While Daniella is responsible for developing the colors in the lab, making samples and testing. Her main challenge is to achieve consistency by standardizing natural colors, which is a new territory since science and technology need to catch up with natural colors, which have been abandoned since 1900 when the anilines invaded the market.
Ecotintes consists in providing local and international companies with the service of dyeing yarns or finished products with organic natural colors of the highest quality. Clients include Loomstate, Lutz and Patmos, Inca Tops, Naturtex and many companies from Europe, Asia, the US and South America.
There are several secrets for the success of Ecotintes. One of them is their location: their workshops are located by the Chancay River and their land has the luxury of having its own natural water source, a key requirement for the dying process. They also have the “chacras” where they have the magic coloring plants which include indigo to obtain blue; a native of Perú, molle Schinus molle, to achieve all shades of yellows; and for the reds, cochinilla for carmine and rubia tintoria alizarina brought from Turkey, and now grown in Calmet’s chacras. Red is one of the most challenging colors to achieve and one of the most expensive. In fact, the price of carmine has increased 5 times in the last year and it costs 100 dollars per kilo. This is due to the high demand of this mineral for the cosmetic industry. Other plants used to achieve darker shades include nogal, marañon, and tara. To fix the colors, baking soda, iron sulfate, milk, urine, and cow dung are used depending on the polarity of the fibers that are being dyed. Ecotintes does not use any toxic substances like chrome, zinc or copper. The entire process is biodegradable.
Another secret for Ecotinte’s success is the way the family has the business structured: they produce on demand and have the capacity to work with small and medium quantities. They do not have to keep up with the pressure of continuous production. Instead, they can produce lots of 10 kilos and on a busy month, they can reach 2-3 tons of dyed yarn. The entire process is manual, which provides employment for people in the area. For Ricardo, color is a universal concept that embraces all the steps in the value chain from the farmer, to the spinner, the women who do the dying, the drying, packaging, the designer and everybody involved in the process. This sustainable approach stands in contrast to the regular industrial fashion industry where the revenues are concentrated in the latest part of the chain.
Pima and Tanguis cottons, both native of Perú, have great affinity to the natural dyes. According to Ricardo, one of the consequences of the recession is that a lot of brands are opting for low quality cotton which in many ways means genetically modified fibers. This has an impact on the way colors behave when applied to low quality fibers.

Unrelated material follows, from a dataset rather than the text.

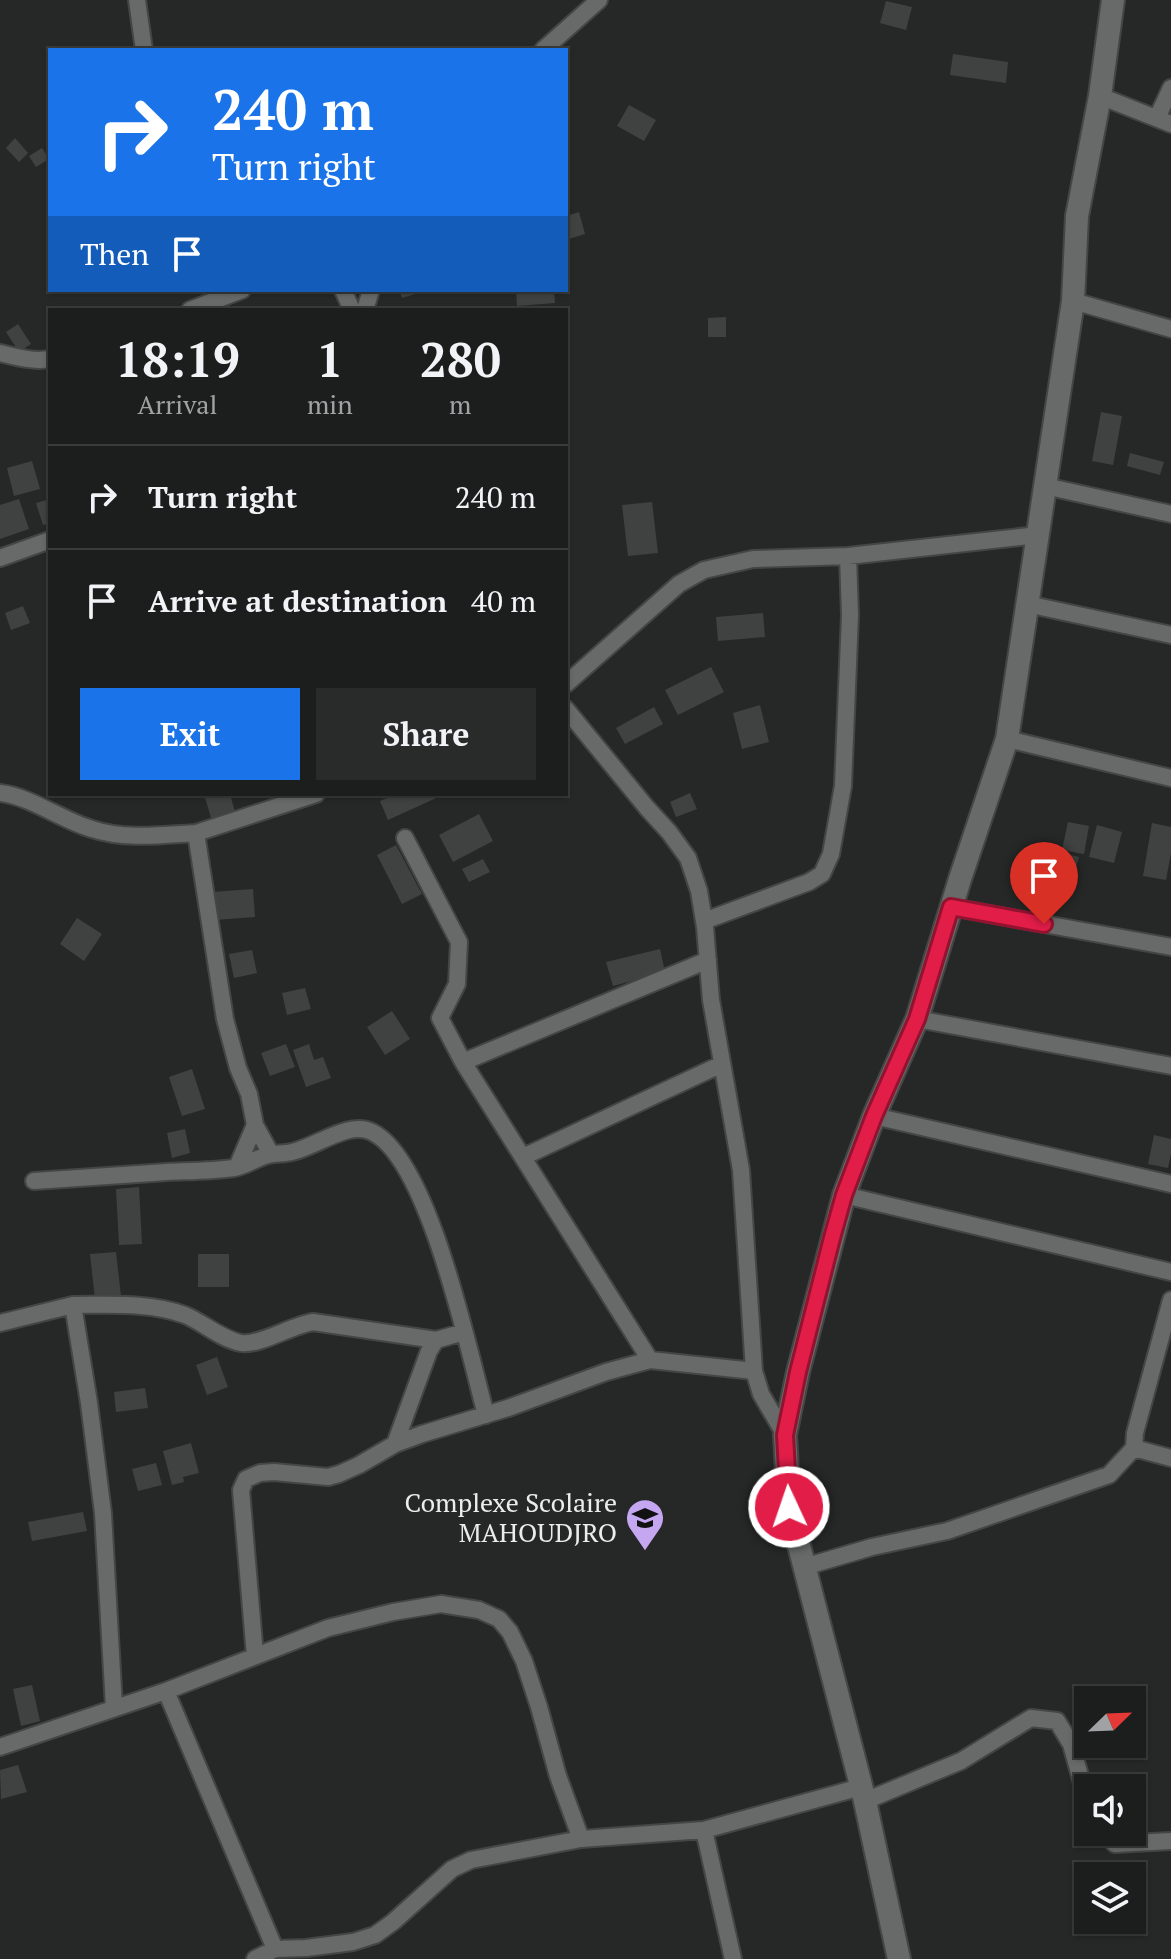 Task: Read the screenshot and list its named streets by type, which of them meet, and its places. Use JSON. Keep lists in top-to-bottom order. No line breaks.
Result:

Perú’s climate allowed for the preservation of very old textiles that can be witnessed at Lima’s museums, particularly at Museo A Mano, which specializes in pre-Columbian textile arts. Perú is blessed with an exuberant biodiversity, which was used by the ancestors to tell their stories and rituals in powerful textiles. Perú’s textile tradition is a well-kept secret that the world has yet to discover. High quality cottons like Tanguis from Cannete valley and Pima as well as camelid’s fibers such as vicuña, alpaca and llama, have been hand spun for centuries in rural areas and survive as testimonies of a centuries old tradition that needs to continue.
During the 1900s the invasion of chemical dyes affected the textile industry profoundly. Its chemical components derive from petroleum and are not renewable or biodegradable. The greatest effect had to do with the fact that research and experimentation with natural colors did not happen for a century. Ecotintes strives to fill this void with a serious research methodology, a constant search for documents, recipes, alchemical formulas and a permanent hands-on approach towards the creation of the colors of the future.